* **Information supplied**

* * * * *

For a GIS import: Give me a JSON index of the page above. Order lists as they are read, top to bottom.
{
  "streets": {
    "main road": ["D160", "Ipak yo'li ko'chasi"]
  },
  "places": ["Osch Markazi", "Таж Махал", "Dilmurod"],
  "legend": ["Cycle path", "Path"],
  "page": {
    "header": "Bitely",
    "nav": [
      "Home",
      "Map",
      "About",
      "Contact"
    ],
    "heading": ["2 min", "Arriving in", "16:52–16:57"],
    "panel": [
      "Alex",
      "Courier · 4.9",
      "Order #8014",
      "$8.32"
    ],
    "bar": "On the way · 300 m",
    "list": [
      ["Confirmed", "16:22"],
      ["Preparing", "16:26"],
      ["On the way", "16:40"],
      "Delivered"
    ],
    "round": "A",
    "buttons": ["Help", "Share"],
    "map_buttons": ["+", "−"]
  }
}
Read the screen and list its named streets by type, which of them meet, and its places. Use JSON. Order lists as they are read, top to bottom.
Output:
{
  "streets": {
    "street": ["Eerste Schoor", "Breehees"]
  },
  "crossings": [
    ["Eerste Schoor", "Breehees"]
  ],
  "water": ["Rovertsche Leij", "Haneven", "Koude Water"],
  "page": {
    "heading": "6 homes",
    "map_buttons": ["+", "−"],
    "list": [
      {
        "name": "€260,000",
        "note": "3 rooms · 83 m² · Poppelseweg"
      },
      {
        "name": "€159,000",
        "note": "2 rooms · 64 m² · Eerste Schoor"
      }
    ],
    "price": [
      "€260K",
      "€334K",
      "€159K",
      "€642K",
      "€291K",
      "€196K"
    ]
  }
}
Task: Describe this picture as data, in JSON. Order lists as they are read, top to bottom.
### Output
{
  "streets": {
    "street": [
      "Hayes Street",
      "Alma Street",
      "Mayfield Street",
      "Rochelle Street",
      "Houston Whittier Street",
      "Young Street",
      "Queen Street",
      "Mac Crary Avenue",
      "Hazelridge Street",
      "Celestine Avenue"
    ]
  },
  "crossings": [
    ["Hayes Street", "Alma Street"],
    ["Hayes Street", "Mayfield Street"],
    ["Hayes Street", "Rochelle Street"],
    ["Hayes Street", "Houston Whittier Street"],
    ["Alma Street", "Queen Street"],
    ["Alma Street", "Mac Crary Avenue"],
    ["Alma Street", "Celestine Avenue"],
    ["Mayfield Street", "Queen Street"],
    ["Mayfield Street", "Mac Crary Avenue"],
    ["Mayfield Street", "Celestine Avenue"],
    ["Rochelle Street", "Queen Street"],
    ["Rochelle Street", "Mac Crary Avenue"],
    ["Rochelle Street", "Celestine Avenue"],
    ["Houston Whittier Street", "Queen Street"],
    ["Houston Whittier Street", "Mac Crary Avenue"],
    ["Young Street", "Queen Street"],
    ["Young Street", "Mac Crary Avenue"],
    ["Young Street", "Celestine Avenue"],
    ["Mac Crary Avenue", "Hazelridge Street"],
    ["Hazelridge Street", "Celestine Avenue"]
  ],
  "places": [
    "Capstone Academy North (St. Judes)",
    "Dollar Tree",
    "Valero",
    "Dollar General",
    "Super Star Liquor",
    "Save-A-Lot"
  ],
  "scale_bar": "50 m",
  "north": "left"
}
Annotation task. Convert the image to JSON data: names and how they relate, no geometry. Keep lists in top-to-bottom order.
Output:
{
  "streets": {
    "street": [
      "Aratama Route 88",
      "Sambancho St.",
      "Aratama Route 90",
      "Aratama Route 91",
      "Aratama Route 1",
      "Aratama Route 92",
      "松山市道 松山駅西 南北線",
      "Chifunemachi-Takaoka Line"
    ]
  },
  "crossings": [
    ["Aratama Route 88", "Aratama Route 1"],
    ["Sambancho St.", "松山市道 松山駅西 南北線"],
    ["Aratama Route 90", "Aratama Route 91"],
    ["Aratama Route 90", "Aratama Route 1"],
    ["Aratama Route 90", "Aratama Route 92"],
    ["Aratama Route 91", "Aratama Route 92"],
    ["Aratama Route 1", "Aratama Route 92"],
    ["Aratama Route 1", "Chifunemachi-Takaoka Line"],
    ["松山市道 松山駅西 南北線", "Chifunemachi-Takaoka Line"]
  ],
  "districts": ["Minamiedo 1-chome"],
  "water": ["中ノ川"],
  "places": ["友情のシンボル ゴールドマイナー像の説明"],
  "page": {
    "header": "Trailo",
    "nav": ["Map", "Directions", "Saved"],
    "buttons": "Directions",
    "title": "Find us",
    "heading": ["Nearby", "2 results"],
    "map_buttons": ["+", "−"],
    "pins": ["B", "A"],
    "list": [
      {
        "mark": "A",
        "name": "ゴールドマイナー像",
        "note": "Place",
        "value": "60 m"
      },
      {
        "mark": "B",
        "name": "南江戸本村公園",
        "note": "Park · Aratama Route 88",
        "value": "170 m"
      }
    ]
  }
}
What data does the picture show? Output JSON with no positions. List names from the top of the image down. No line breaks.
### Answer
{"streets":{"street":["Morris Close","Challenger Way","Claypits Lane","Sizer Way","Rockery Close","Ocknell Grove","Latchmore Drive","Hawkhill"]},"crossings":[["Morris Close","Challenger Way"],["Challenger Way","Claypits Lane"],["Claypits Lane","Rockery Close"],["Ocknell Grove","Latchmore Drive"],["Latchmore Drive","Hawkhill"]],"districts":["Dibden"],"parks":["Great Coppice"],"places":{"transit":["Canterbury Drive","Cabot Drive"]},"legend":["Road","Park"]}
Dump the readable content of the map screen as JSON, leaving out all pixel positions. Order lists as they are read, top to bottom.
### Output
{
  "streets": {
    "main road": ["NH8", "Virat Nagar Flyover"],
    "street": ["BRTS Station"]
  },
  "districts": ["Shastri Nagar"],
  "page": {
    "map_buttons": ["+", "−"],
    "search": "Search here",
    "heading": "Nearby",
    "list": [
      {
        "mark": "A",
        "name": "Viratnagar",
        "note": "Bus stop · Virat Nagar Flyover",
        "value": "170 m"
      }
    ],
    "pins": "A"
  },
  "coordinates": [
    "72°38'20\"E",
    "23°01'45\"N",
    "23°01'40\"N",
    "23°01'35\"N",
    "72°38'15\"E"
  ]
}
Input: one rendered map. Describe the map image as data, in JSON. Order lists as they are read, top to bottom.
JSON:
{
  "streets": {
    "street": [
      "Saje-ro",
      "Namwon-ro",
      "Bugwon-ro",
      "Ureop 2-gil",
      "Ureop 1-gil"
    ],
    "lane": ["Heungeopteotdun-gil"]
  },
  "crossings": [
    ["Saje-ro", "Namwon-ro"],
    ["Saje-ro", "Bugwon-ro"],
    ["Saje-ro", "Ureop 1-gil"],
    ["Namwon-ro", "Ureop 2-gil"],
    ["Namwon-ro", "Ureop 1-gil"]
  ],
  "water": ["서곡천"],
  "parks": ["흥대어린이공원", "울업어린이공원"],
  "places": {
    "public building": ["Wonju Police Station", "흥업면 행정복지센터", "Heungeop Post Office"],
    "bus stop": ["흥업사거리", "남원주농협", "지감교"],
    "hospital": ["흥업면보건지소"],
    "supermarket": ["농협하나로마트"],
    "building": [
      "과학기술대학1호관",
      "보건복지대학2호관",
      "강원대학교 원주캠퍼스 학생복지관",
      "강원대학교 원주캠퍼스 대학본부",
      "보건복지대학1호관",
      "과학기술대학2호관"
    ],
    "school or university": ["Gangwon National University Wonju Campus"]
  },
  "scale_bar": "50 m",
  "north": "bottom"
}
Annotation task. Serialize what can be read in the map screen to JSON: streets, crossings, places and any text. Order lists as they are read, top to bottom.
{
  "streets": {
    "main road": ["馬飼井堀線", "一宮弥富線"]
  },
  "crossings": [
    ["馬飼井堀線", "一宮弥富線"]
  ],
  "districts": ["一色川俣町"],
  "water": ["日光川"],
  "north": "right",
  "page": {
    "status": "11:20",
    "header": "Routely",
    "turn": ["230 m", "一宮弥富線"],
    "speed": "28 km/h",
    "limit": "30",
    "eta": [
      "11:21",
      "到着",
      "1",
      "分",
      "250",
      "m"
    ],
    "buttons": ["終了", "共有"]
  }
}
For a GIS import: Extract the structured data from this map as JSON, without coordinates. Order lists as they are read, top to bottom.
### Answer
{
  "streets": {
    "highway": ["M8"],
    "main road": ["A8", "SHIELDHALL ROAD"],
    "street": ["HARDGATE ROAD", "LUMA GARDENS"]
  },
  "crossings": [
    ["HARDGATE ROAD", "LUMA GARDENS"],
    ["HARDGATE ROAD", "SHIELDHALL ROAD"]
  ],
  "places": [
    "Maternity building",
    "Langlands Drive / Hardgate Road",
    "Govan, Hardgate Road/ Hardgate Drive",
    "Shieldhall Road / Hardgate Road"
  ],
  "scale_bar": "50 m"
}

* * * * *

Would you copy, unchanged, the stretch of the records above that begins at the line containing "Annotation task. Convert" and ends at the line containing "What data does", and only that?

* **Answer below**
Annotation task. Convert the image to JSON data: names and how they relate, no geometry. Keep lists in top-to-bottom order.
Output:
{
  "streets": {
    "street": [
      "Aratama Route 88",
      "Sambancho St.",
      "Aratama Route 90",
      "Aratama Route 91",
      "Aratama Route 1",
      "Aratama Route 92",
      "松山市道 松山駅西 南北線",
      "Chifunemachi-Takaoka Line"
    ]
  },
  "crossings": [
    ["Aratama Route 88", "Aratama Route 1"],
    ["Sambancho St.", "松山市道 松山駅西 南北線"],
    ["Aratama Route 90", "Aratama Route 91"],
    ["Aratama Route 90", "Aratama Route 1"],
    ["Aratama Route 90", "Aratama Route 92"],
    ["Aratama Route 91", "Aratama Route 92"],
    ["Aratama Route 1", "Aratama Route 92"],
    ["Aratama Route 1", "Chifunemachi-Takaoka Line"],
    ["松山市道 松山駅西 南北線", "Chifunemachi-Takaoka Line"]
  ],
  "districts": ["Minamiedo 1-chome"],
  "water": ["中ノ川"],
  "places": ["友情のシンボル ゴールドマイナー像の説明"],
  "page": {
    "header": "Trailo",
    "nav": ["Map", "Directions", "Saved"],
    "buttons": "Directions",
    "title": "Find us",
    "heading": ["Nearby", "2 results"],
    "map_buttons": ["+", "−"],
    "pins": ["B", "A"],
    "list": [
      {
        "mark": "A",
        "name": "ゴールドマイナー像",
        "note": "Place",
        "value": "60 m"
      },
      {
        "mark": "B",
        "name": "南江戸本村公園",
        "note": "Park · Aratama Route 88",
        "value": "170 m"
      }
    ]
  }
}
What data does the picture show? Output JSON with no positions. List names from the top of the image down. No line breaks.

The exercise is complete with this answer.